*** Available records ***

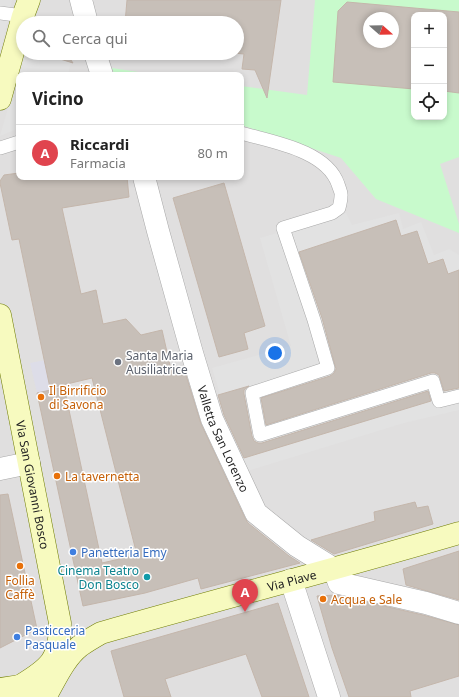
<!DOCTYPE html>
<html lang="it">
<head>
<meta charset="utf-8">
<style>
  body { margin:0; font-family:"Noto Sans",sans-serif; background:#f2f2f2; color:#222 }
  .controls { position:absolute; right:12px; top:12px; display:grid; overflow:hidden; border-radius:8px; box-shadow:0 2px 6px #0003 }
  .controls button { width:36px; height:36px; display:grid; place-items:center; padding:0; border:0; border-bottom:1px solid #e0e0e0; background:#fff; color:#222; font:20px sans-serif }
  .compass { position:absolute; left:363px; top:12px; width:36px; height:36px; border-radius:50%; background:#fff; box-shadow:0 2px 6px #0003; rotate:110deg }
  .you { position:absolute; left:275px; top:353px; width:14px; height:14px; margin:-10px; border:3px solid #fff; border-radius:50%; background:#1a73e8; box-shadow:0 0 0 6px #1a73e833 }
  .badge { display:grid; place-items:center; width:26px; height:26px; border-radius:50%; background:#d40000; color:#fff; font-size:13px; font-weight:700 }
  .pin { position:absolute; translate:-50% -33px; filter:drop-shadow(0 1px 2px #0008) }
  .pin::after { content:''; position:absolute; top:21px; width:14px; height:12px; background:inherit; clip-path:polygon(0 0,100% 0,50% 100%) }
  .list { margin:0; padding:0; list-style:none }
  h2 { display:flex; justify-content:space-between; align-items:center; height:52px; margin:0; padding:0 16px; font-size:17px }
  h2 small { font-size:13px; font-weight:400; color:#767676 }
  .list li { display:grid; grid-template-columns:26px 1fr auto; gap:12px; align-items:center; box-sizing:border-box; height:56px; padding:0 16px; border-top:1px solid #e0e0e0 }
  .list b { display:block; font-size:15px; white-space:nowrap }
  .list p { margin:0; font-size:13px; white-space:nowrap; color:#767676 }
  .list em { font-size:13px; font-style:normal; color:#767676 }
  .icon { flex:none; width:22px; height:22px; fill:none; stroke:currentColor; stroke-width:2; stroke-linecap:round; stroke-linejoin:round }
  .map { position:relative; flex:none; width:459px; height:697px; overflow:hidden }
  .search { position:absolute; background:#fff; box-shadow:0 2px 6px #0003; left:16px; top:16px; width:228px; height:44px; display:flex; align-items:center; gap:10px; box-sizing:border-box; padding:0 14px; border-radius:22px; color:#767676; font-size:15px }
  .panel { position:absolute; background:#fff; box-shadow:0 2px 6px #0003; left:16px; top:72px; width:228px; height:108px; border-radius:8px }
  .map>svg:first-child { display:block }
  .residential { fill:#e0dfdf; fill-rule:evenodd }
  .park { fill:#c8facc; fill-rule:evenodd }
  .parking { fill:#e2e2e2 }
  .plaza { fill:#dddde8 }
  .building { fill:#c7bfb8; stroke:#c4b6ab; fill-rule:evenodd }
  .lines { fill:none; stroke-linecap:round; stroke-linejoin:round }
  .lane-casing { stroke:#a9a9a9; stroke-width:14 }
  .street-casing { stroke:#a9a9a9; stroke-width:23 }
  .secondary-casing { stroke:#707d05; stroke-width:23 }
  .lane { stroke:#fff; stroke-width:13 }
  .street { stroke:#fff; stroke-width:22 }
  .secondary { stroke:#f7fabf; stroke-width:22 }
  .worship-dot { fill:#6b7280; stroke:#fff; stroke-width:1.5 }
  .food-dot { fill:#e8710a; stroke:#fff; stroke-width:1.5 }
  .shop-dot { fill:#3f7fe0; stroke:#fff; stroke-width:1.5 }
  .culture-dot { fill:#0f9aa8; stroke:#fff; stroke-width:1.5 }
  .labels { text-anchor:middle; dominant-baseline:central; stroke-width:3; stroke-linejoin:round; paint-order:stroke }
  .worship-label { font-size:12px; fill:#5b616d; stroke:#fff; text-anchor:start }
  .food-label { font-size:12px; fill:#c56008; stroke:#fff; text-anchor:start }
  .street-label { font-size:12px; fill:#222; stroke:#fff }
  .shop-label { font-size:12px; fill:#366cbe; stroke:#fff; text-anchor:start }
  .culture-label { font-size:12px; fill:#0d838f; stroke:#fff; text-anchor:end }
</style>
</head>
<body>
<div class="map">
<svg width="459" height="697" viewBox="0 0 459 697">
  <rect width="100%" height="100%" fill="#f2efe9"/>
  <path class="residential" d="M0,0H459V697H0ZM414,15H444V117H414ZM369,18H393V42H369ZM23,23H237V53H23ZM19,75H241V177H19Z"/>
  <path class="park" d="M315,0H459V157L440,164L459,224V233L376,199L341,158L241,125V86L307,95ZM414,15H444V117H414ZM369,18H393V42H369Z
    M112,68L158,75H114Z"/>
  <path class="parking" d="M0,0H12L0,54Z
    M24,53H41L71,62L68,75H19V128L0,136Z
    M346,213L352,225L399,213L403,229L421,222L434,255L449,249L459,255V410L404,423L244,472L212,368L291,346L260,238Z"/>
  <path class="plaza" d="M65,356L71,386L37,393L30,363Z"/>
  <path class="building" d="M127,0H281L267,98L255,70L242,69L244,54L233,53H237V23H125Z
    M347,2L459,12V93L444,91V15H414V89L333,82L338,11ZM369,18H393V42H369Z
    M41,53H66L73,63Z
    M148,53H191L190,59Z
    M19,173V177H127L129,197L62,208L81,294L96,290L103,324L126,319L141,335L162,330L172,374L185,372L201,424L245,518L248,523L289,556L300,563L201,589L198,578L145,593L83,606L37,393L64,387L102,563L137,555L92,378L50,388L19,239L12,240L0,183V181L4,175Z
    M224,183L265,326L244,333L248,349L219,357L173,198Z
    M396,220L401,236L417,231L428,264L443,259L448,274L459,270V388L444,391L439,375L435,373H431L266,425L261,398L330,376L334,373L336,369L322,318L299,252Z
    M249,386L244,390V394L252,436L254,441L258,443H262L428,391L431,401L244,458L224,415L218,395Z
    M8,494L37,629L0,648V495Z
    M415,502L417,508L428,506L433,524L334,554L311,540L375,521L374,512Z
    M459,551V600L406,585L403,569Z
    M336,595L423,615L459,625V676L410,691L411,697H349L332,648L317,596Z
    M278,603L309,697H262L246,654L165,679L171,697H124L111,651Z"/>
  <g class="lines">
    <g class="lane-casing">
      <path id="lane" d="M0,13L23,16
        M241,133C272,142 326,150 338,184C339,188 342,193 341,196C341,200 340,204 339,208L332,213L283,228L314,320L328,368L252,393L260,435L433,381L439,401L459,396
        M0,148L19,142"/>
    </g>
    <g class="street-casing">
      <g id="street">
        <path d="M81,0L87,23"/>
        <path d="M95,53L102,75"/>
        <path id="s1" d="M144,177L158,231L192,353L212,419L256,513L297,546L334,569L339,583L426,603L459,613"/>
        <path d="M0,469L29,463"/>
        <path d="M291,580L329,697"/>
      </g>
    </g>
    <g class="secondary-casing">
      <g id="secondary">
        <path d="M0,99L23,16L29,0"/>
        <path id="s2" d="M0,315L60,623C60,660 50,668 20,686"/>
        <path d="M0,689L20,686L35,688"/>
        <path id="s3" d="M48,692C57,676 65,658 80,646C87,641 94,637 101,633C220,599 340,568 459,533"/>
      </g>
    </g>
    <use href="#lane" class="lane"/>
    <use href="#street" class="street"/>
    <use href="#secondary" class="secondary"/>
  </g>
  <circle class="worship-dot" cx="118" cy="362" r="4"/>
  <g class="food-dot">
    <circle cx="41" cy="397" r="4"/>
    <circle cx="57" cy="476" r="4"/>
    <circle cx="20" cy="566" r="4"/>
    <circle cx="323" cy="599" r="4"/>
  </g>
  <g class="shop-dot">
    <circle cx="73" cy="552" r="4"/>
    <circle cx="17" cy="637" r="4"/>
  </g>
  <circle class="culture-dot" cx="147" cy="577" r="4"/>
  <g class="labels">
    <g class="worship-label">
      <text x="126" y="355">Santa Maria<tspan x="126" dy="14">Ausiliatrice</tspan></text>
    </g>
    <g class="food-label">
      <text x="49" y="390">Il Birrificio<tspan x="49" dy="14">di Savona</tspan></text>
      <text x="65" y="476">La tavernetta</text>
      <text x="20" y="580" text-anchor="middle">Follia<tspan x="20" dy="14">Caffè</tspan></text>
      <text x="331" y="599">Acqua e Sale</text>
    </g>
    <g class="street-label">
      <text stroke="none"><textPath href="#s1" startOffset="274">Valletta San Lorenzo</textPath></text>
      <text stroke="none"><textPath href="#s2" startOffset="173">Via San Giovanni Bosco</textPath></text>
      <text stroke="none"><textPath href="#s3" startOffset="279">Via Piave</textPath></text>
    </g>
    <g class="shop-label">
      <text x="81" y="552">Panetteria Emy</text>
      <text x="25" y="630">Pasticceria<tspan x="25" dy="14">Pasquale</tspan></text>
    </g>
    <g class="culture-label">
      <text x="139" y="570">Cinema Teatro<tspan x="139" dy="14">Don Bosco</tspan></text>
    </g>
  </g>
</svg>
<div class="controls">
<button>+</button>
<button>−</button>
<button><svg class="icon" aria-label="locate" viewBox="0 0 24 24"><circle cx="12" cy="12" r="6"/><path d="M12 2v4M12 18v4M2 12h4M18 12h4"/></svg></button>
</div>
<svg class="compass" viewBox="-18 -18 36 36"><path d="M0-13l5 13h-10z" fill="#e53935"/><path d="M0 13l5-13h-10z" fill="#767676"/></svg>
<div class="you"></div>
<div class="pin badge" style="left:245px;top:612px;background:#e0444e">A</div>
<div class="search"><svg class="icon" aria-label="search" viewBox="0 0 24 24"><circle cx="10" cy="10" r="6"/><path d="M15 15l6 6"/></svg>Cerca qui</div>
<section class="panel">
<h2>Vicino<small></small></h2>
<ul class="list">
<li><span class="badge" style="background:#e0444e">A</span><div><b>Riccardi</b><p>Farmacia</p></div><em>80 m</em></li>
</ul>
</section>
</div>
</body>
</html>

*** End of Available records ***

§ **What to produce**
Leave out the pictures and repeat the lines from the start of the material through the line with "flex:none; width:22px; height:22px;", inclusive.

§ **The completed task**
<!DOCTYPE html>
<html lang="it">
<head>
<meta charset="utf-8">
<style>
  body { margin:0; font-family:"Noto Sans",sans-serif; background:#f2f2f2; color:#222 }
  .controls { position:absolute; right:12px; top:12px; display:grid; overflow:hidden; border-radius:8px; box-shadow:0 2px 6px #0003 }
  .controls button { width:36px; height:36px; display:grid; place-items:center; padding:0; border:0; border-bottom:1px solid #e0e0e0; background:#fff; color:#222; font:20px sans-serif }
  .compass { position:absolute; left:363px; top:12px; width:36px; height:36px; border-radius:50%; background:#fff; box-shadow:0 2px 6px #0003; rotate:110deg }
  .you { position:absolute; left:275px; top:353px; width:14px; height:14px; margin:-10px; border:3px solid #fff; border-radius:50%; background:#1a73e8; box-shadow:0 0 0 6px #1a73e833 }
  .badge { display:grid; place-items:center; width:26px; height:26px; border-radius:50%; background:#d40000; color:#fff; font-size:13px; font-weight:700 }
  .pin { position:absolute; translate:-50% -33px; filter:drop-shadow(0 1px 2px #0008) }
  .pin::after { content:''; position:absolute; top:21px; width:14px; height:12px; background:inherit; clip-path:polygon(0 0,100% 0,50% 100%) }
  .list { margin:0; padding:0; list-style:none }
  h2 { display:flex; justify-content:space-between; align-items:center; height:52px; margin:0; padding:0 16px; font-size:17px }
  h2 small { font-size:13px; font-weight:400; color:#767676 }
  .list li { display:grid; grid-template-columns:26px 1fr auto; gap:12px; align-items:center; box-sizing:border-box; height:56px; padding:0 16px; border-top:1px solid #e0e0e0 }
  .list b { display:block; font-size:15px; white-space:nowrap }
  .list p { margin:0; font-size:13px; white-space:nowrap; color:#767676 }
  .list em { font-size:13px; font-style:normal; color:#767676 }
  .icon { flex:none; width:22px; height:22px; fill:none; stroke:currentColor; stroke-width:2; stroke-linecap:round; stroke-linejoin:round }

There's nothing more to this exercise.